US Stocks Underperform Global Markets by Widest Margin in 32 Years as Consumer Fears Mount

Financial alarm bells are ringing as American assets stumble through their worst global comparison in decades. The MSCI USA index plummeted 11% in 2025’s first 16 weeks, while the MSCI all-world ex-US benchmark climbed 4% in dollar terms — creating the widest performance gap since 1993 when trade liberalization drove investor enthusiasm away from domestic stocks. This sharp reversal comes as President Trump’s tariff policies spark recession concerns and economic turbulence among Americans.
- The University of Michigan’s Consumer Sentiment Index hit a record low at 52.2 in April among Democrats and Independents, with inflation expectations rising to 6.5% — the highest since 1981.

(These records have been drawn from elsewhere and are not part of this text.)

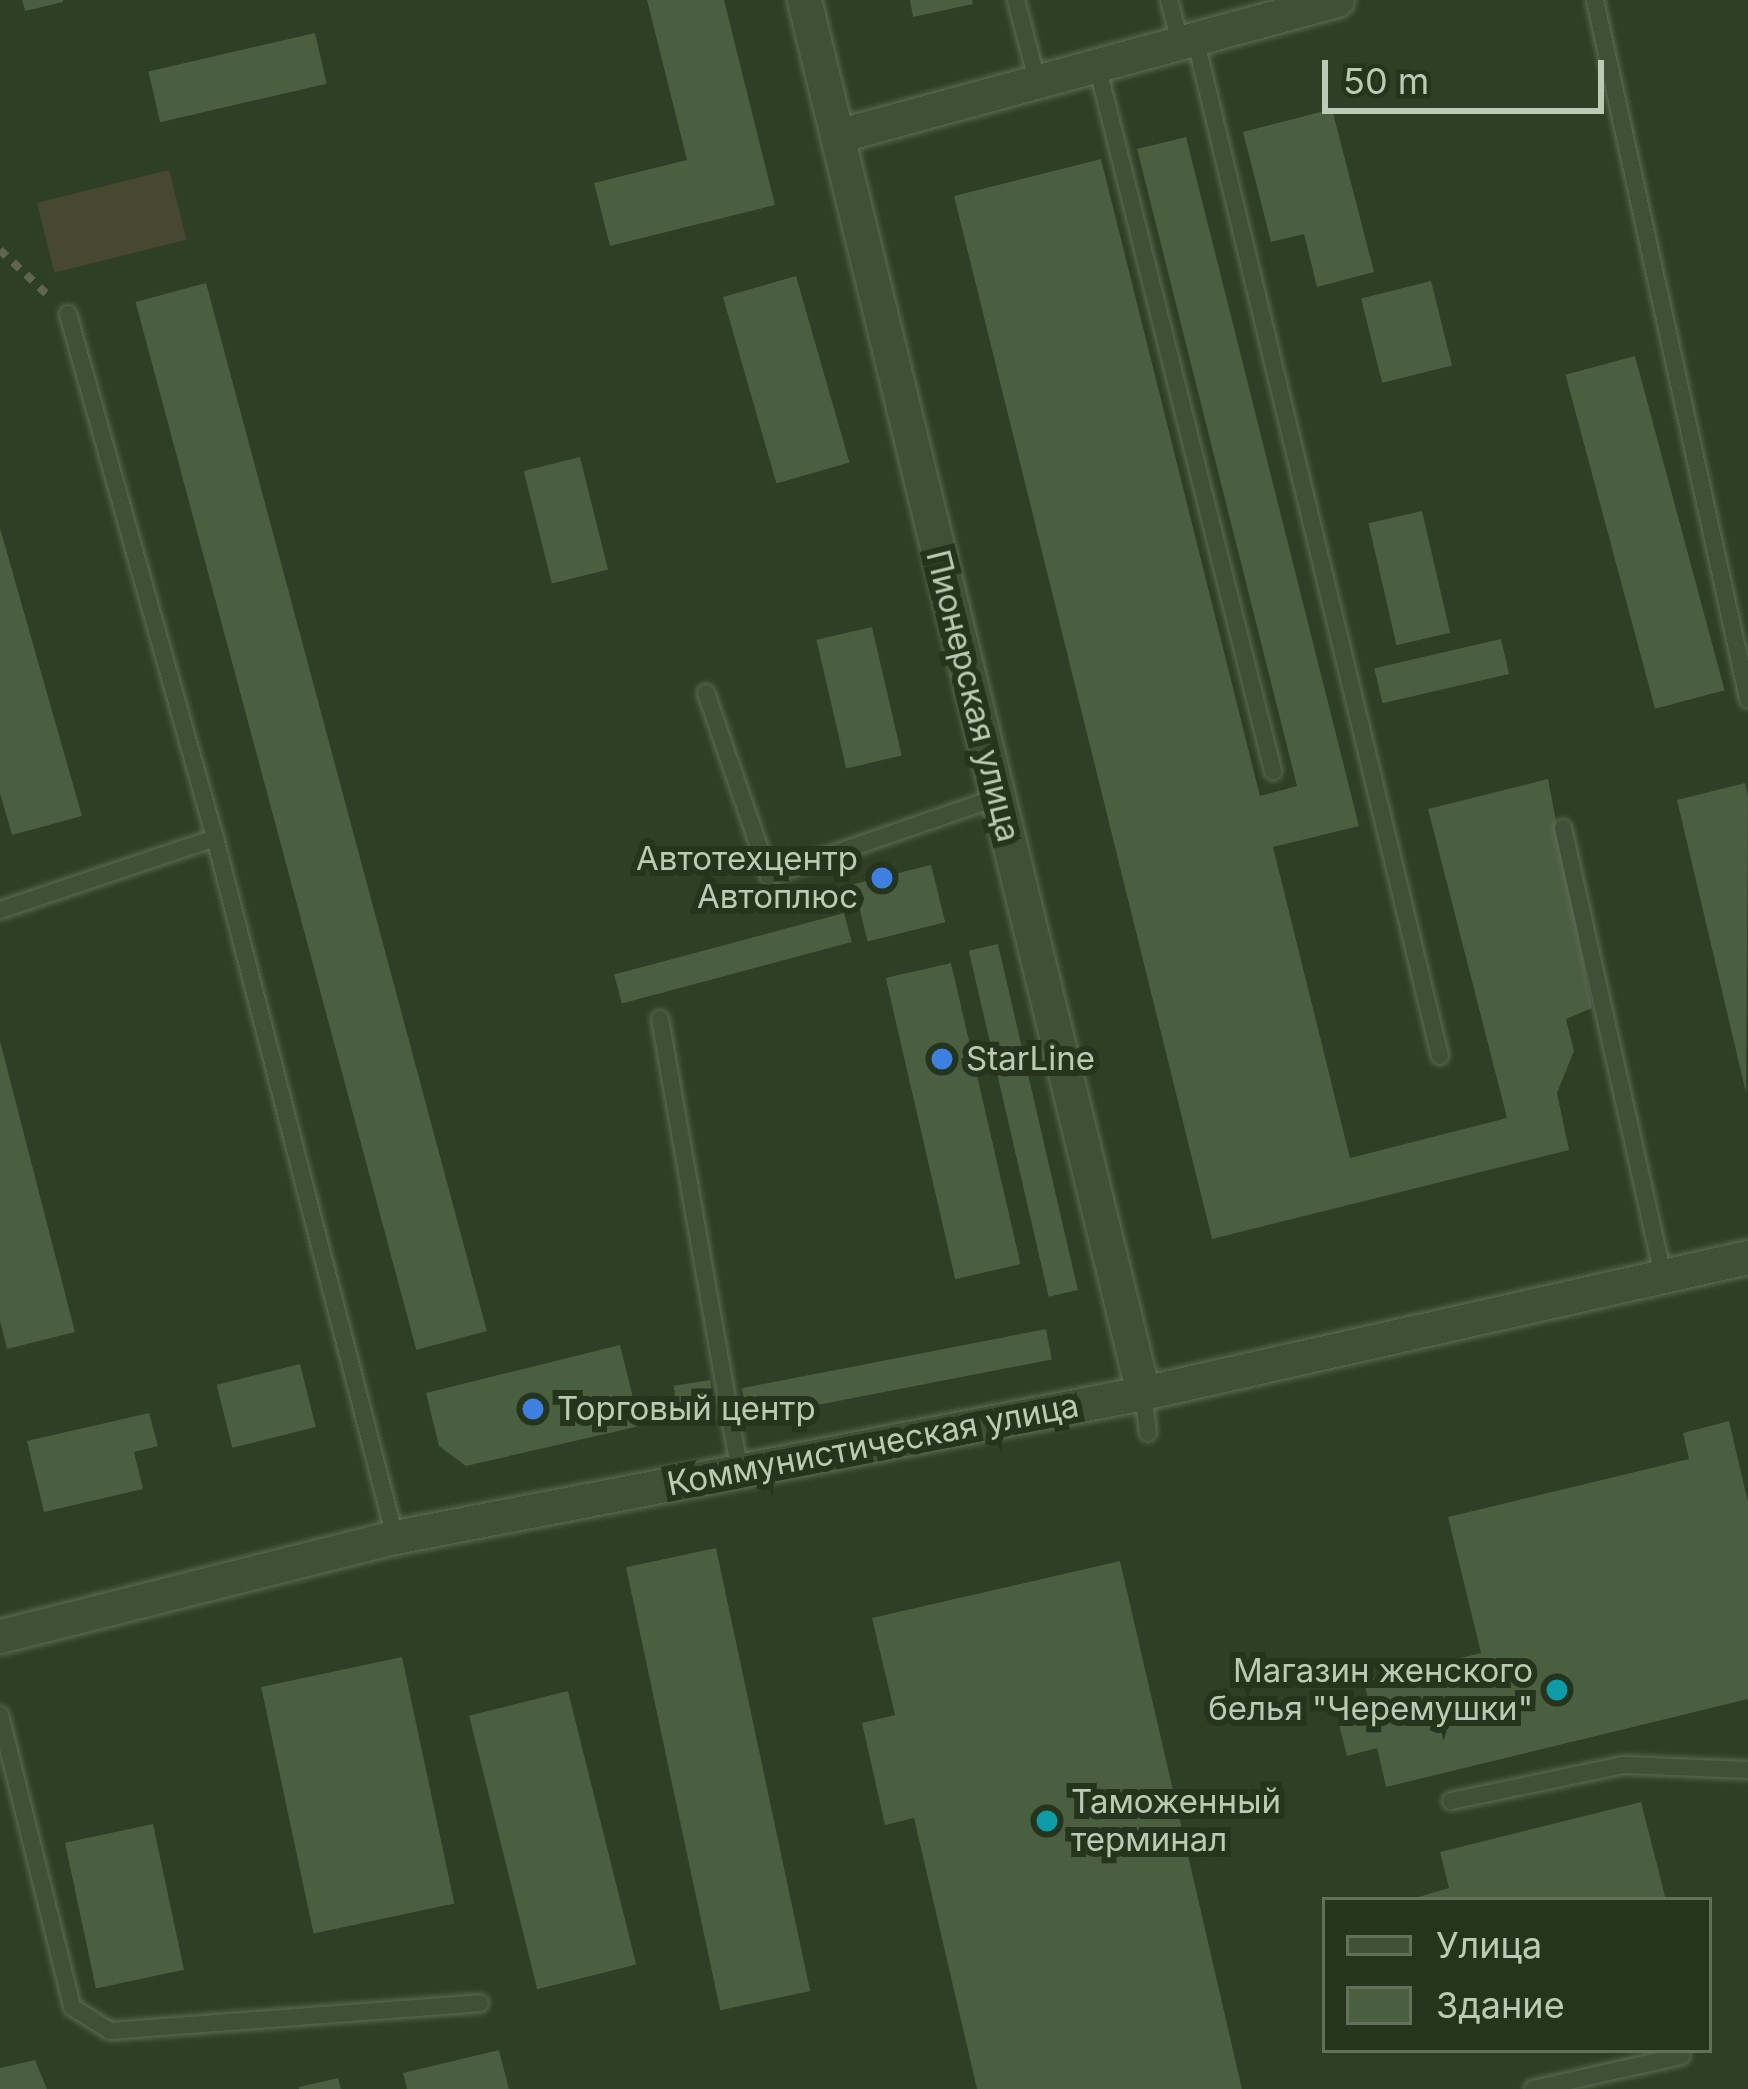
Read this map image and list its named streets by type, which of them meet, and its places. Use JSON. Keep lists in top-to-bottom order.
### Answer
{
  "streets": {
    "street": ["Пионерская улица", "Коммунистическая улица"]
  },
  "crossings": [
    ["Пионерская улица", "Коммунистическая улица"]
  ],
  "places": [
    "Автотехцентр Автоплюс",
    "StarLine",
    "Торговый центр",
    "Магазин женского белья \"Черемушки\"",
    "Таможенный терминал"
  ],
  "legend": ["Улица", "Здание"],
  "scale_bar": "50 m"
}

- Google searches for “Global Financial Crisis” are set to reach levels unseen since 2010, while “Great Recession” queries are forecast to hit their highest rate since the pandemic began.
Echoes of the past: Trump’s trade policies have sparked what Deutsche Bank’s head of emerging markets research, Sameer Goel, calls “a repricing of US assets due to increased policy uncertainty and the stagflationary shock from tariffs.” This policy approach has simultaneously weakened the dollar by 8% this year against major currencies, further widening the performance gap between US and international markets. Meanwhile, Americans are swapping financial survival tips online — from budget cooking videos to recession-era life hacks — as they brace for potential economic hardship reminiscent of 2008. Social media platforms have become virtual town squares where millennials, who weathered the Great Recession as young adults, now share their hard-earned wisdom with younger generations facing their first major economic downturn.